Heather: I want us not to fall into the trap of thinking that the mobilization that we’re seeing now begins with the Women’s March. There are several movements that say how they think about organizing in a digital era is absolutely drawn from failures and successes back as far as Occupy. Again, just as Trump doesn’t sort of emerge from Zeus’s brain.

Chayenne: Recently, I’ve been looking at faith-based organizing, particularly in DC, and that’s the narrative. Someone who organizes for affordable housing in DC told me, “People were homeless before Trump. People are still homeless, and they’re going to continue to be homeless after Trump.” So, sure, advocates should be taking advantage of this moment in terms of recruiting people and hopefully keeping them for the long haul. But at the grassroots level, people have been doing the hard work for a very long time, and they’re not going away.

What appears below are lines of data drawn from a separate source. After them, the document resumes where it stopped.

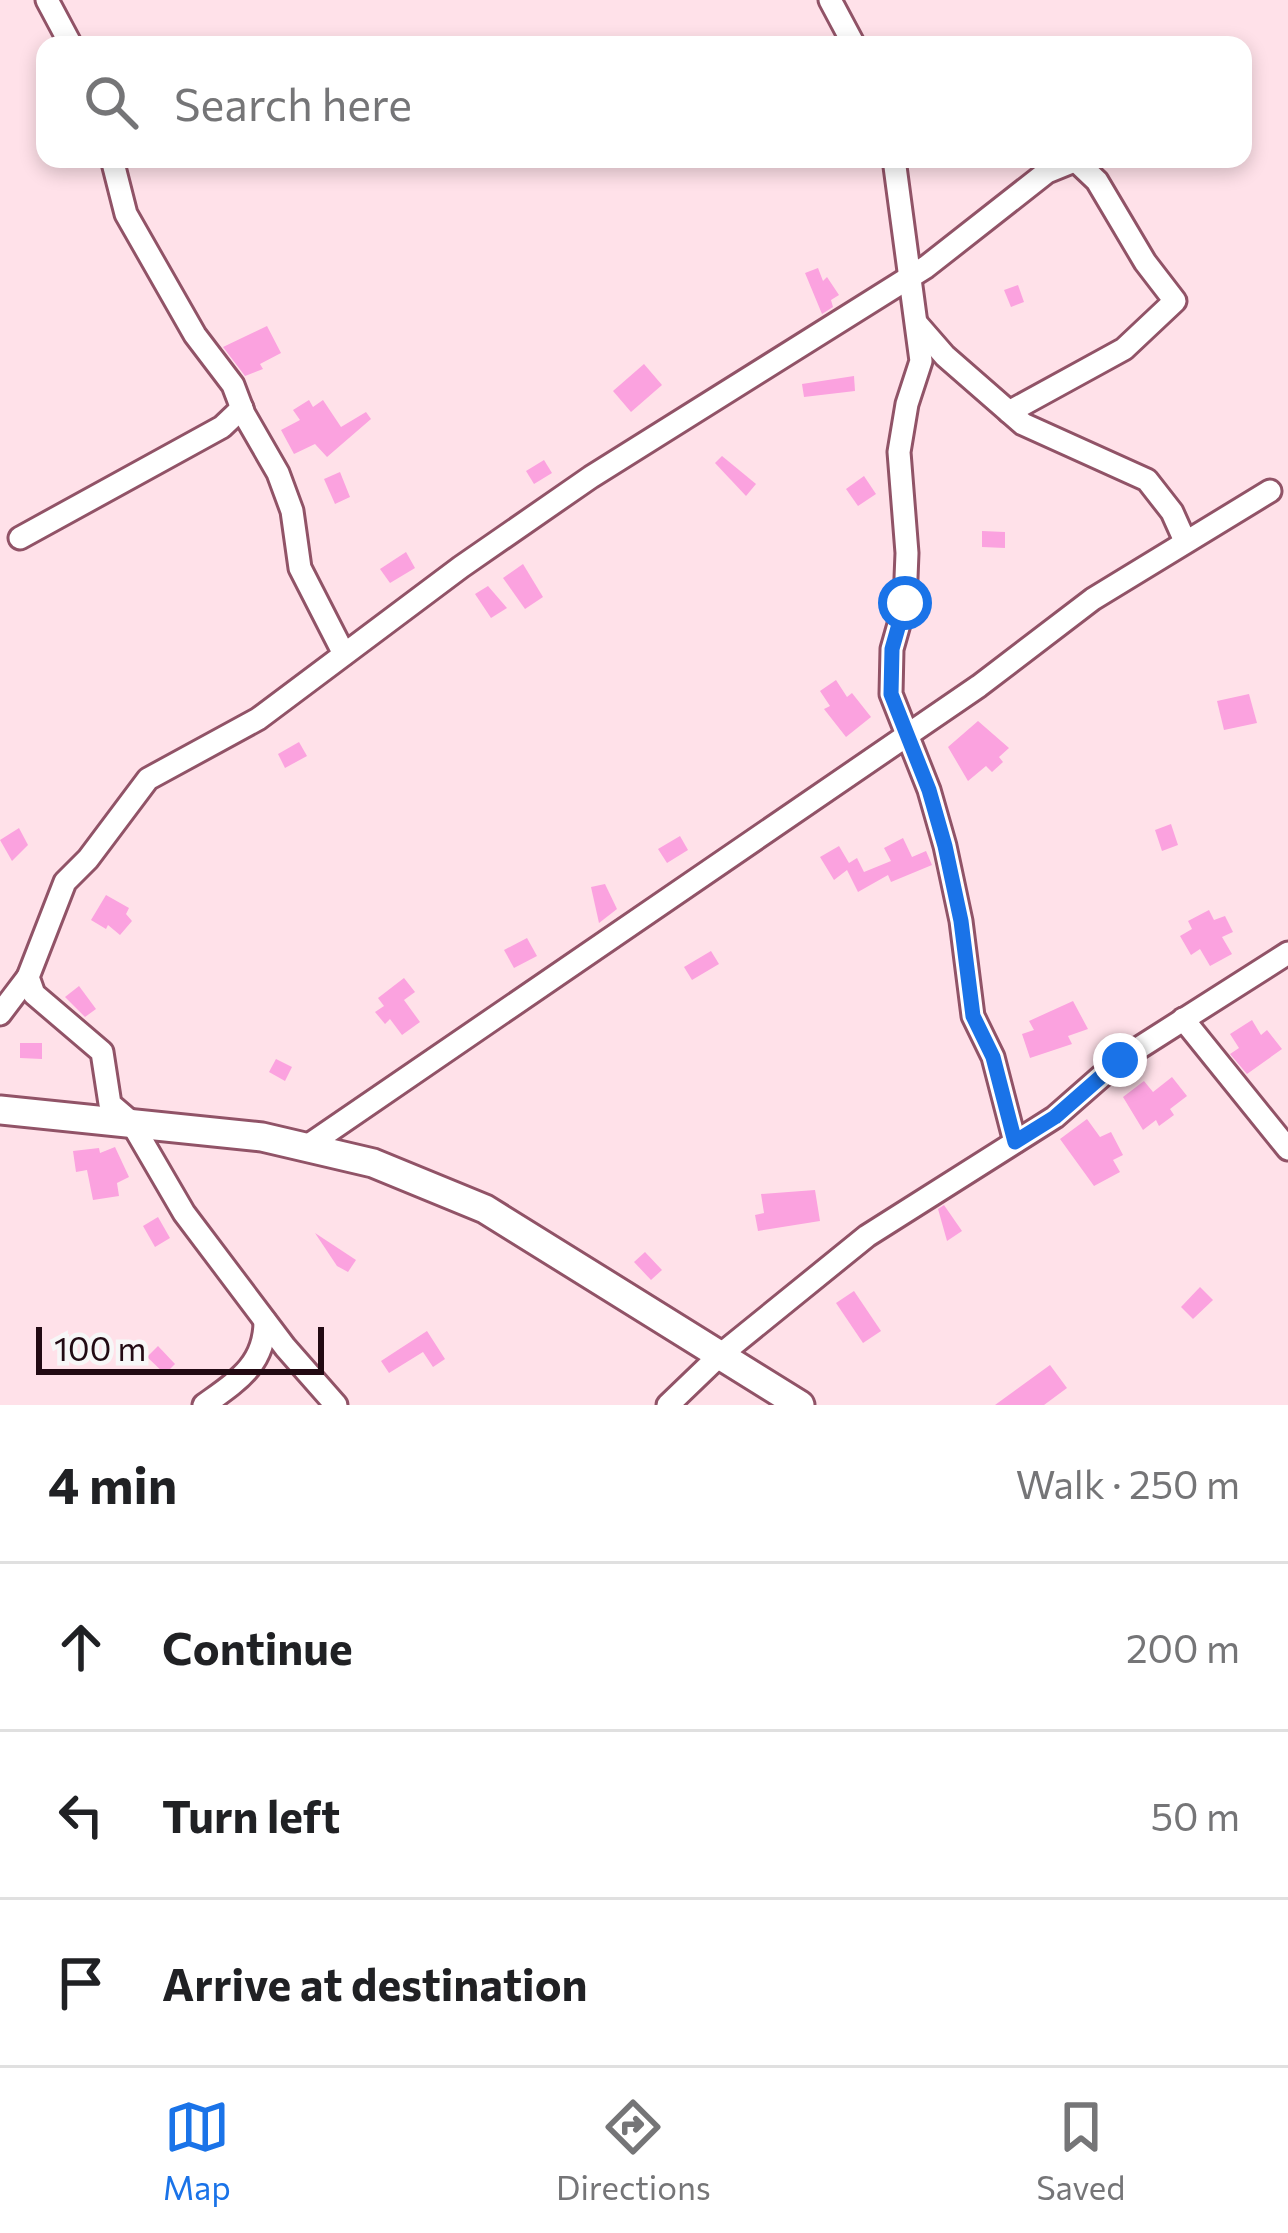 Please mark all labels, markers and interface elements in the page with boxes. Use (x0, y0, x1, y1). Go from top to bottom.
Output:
search box (36, 36, 1252, 168)
icon: search (78, 69, 144, 135)
text: Search here (174, 75, 412, 130)
route start (878, 576, 932, 630)
route end (1093, 1033, 1147, 1087)
scale bar (36, 1321, 324, 1374)
text: 100 m (54, 1327, 146, 1368)
text: 4 min (48, 1452, 177, 1515)
text: Walk · 250 m (1016, 1459, 1240, 1507)
icon: ahead (48, 1614, 114, 1680)
text: Continue (162, 1619, 353, 1674)
text: 200 m (1126, 1623, 1240, 1671)
icon: left (48, 1782, 114, 1848)
text: Turn left (162, 1787, 340, 1842)
text: 50 m (1151, 1791, 1240, 1839)
icon: arrive (48, 1950, 114, 2016)
text: Arrive at destination (162, 1955, 588, 2010)
tab: Map (163, 2094, 231, 2207)
tab: Directions (556, 2094, 711, 2207)
tab: Saved (1036, 2094, 1125, 2207) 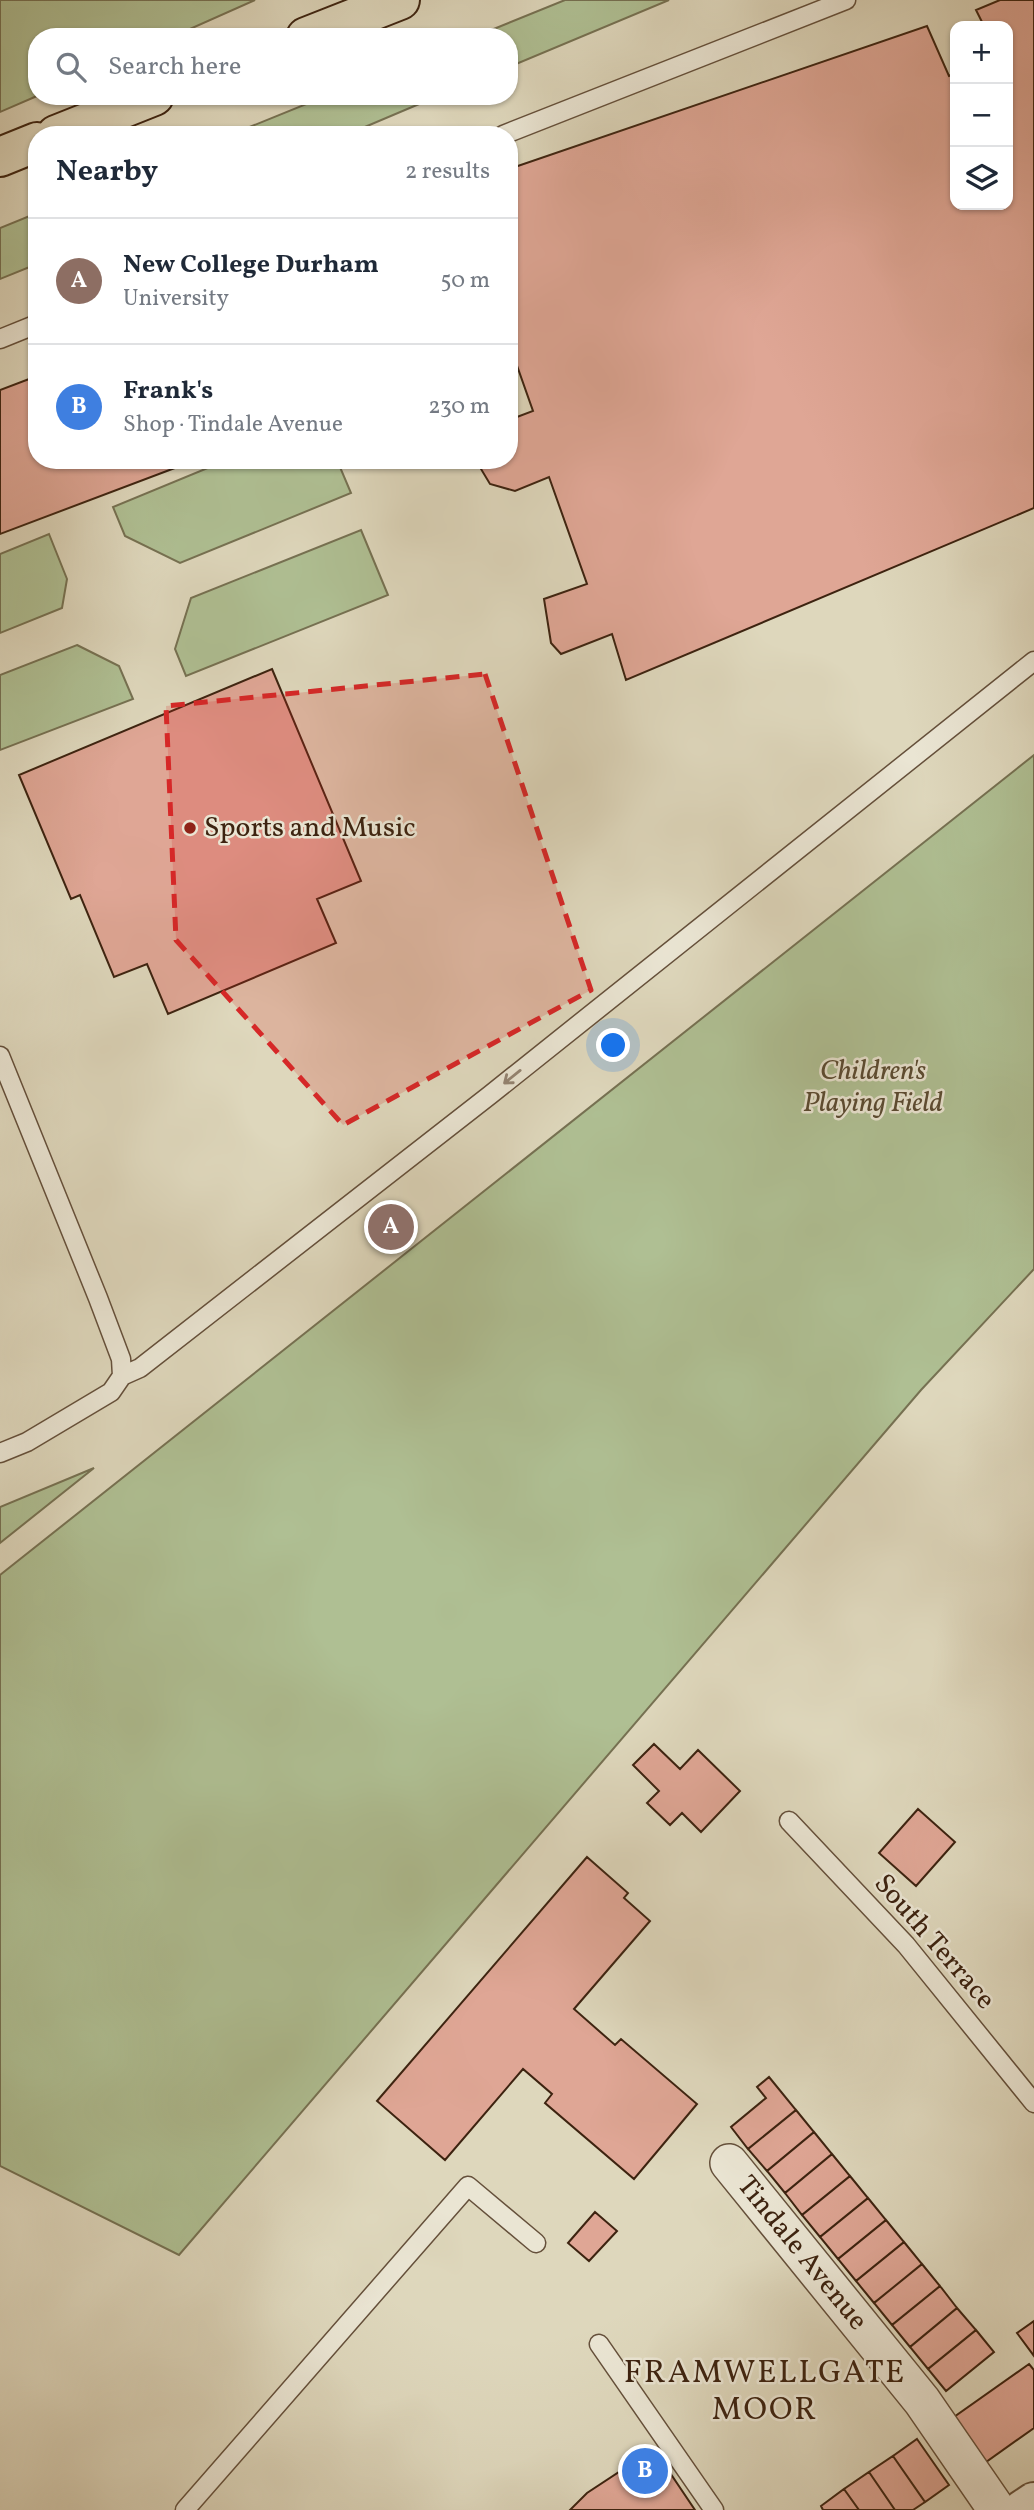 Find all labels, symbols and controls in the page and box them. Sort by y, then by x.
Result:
map controls [950,21,1013,210]
button: + [950,21,1013,84]
search box [28,28,518,105]
icon: search [52,48,90,86]
text: Search here [108,49,241,85]
button: − [950,84,1013,147]
button: layers [950,147,1013,210]
text: Nearby [56,151,158,193]
text: 2 results [405,156,490,188]
text: New College Durham [123,247,379,283]
text: A [71,265,87,297]
text: 50 m [441,265,490,297]
text: University [123,283,229,315]
text: Frank's [123,373,213,409]
text: B [71,391,87,423]
text: 230 m [428,391,490,423]
text: Shop · Tindale Avenue [123,409,343,441]
place label: Sports and Music [204,809,416,848]
marker: Sports and Music [182,820,198,836]
your location [596,1028,630,1062]
park label: Children's Playing Field [803,1052,943,1123]
one-way arrow [503,1069,521,1085]
pin: A [368,1201,414,1253]
street label: South Terrace [864,1866,1004,2018]
street label: Tindale Avenue [727,2167,877,2339]
district label: FRAMWELLGATE MOOR [624,2352,906,2433]
pin: B [622,2445,668,2497]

Lee: In some ways, the danger of getting people more engaged is that we’re at this moment in which everybody is so fired up and divided that just by ... the way that people get engaged is because they’re fired up and they’re angry, and that anger leads to a lot of motivated reasoning, which leads to partisanship, which fuels anger, and you get into this cycle.

In some ways, the cynic in me says, “Actually, we want people less engaged.” Because the problem is that too many people are engaged in politics and they have these extreme views. If people care less about politics, you just have normal interest group bargaining.

Keeping perspective

Lee: It seems like there is the old Marxist idea about things have to get worse before they get better.

Heather: I was actually going to say a variance on the same thing. Many societies go through extreme polarization and division and come out better, but what they have to go through to get there is —

Chayenne: Ugly.

Heather: Yeah. I’m not good at balancing. That’s not one of my skill sets, but to the extent I think about it, it’s like, what are we building now that is going to sustain and/or survive pressures if things do get worse before they get better?

Lee: One thing is we have a pretty good economy now. It’s unequal, but it’s growing. We’ve had nine years of steady economic growth and that’s a long time. What happens when we have another recession or —

Christian: Or a terrorist attack.

Mark: Lots of bad things have not happened. We have not had the level of international intervention that we had in the George W. Bush era. The tax cuts are bad, but the tax cuts can be reversed, and we may have crossed a line where all those bad things are going to happen. Some of them, there’s like ... It’s kind of fascinating to see ... Yes, of course [Environmental Protection Agency Administrator Scott] Pruitt wants to get rid of all the auto emission standards, but then the auto dealers are dealing with global standards, so they don’t actually want that. A lot of these things are locked in in a way that they are not going to be reversed quite so quickly.

Hollie: It’s very complex because we don’t really want corporations in charge of governance, and yet you’re seeing what is the day when progressives are applauding corporations for taking a values stand. That’s a complicated day, but that’s a day that’s happening.

For the future

Lee: I think that in terms of looking ahead and knowledge on site, I think preparing for the next Trump would be the best thing. ...

Elena: Maybe he was allowed to take advantage of a situation here, but he’s not the only person who can see that. Someone else will too.

Lee: No, absolutely not. I think the mistake will be in thinking once Trump leaves —

Heather: Right, like, “That was the one time.”

Lee: Which was the same mistake that we made with Obama: “Oh, we got it. We’re fine. Everything is cool.”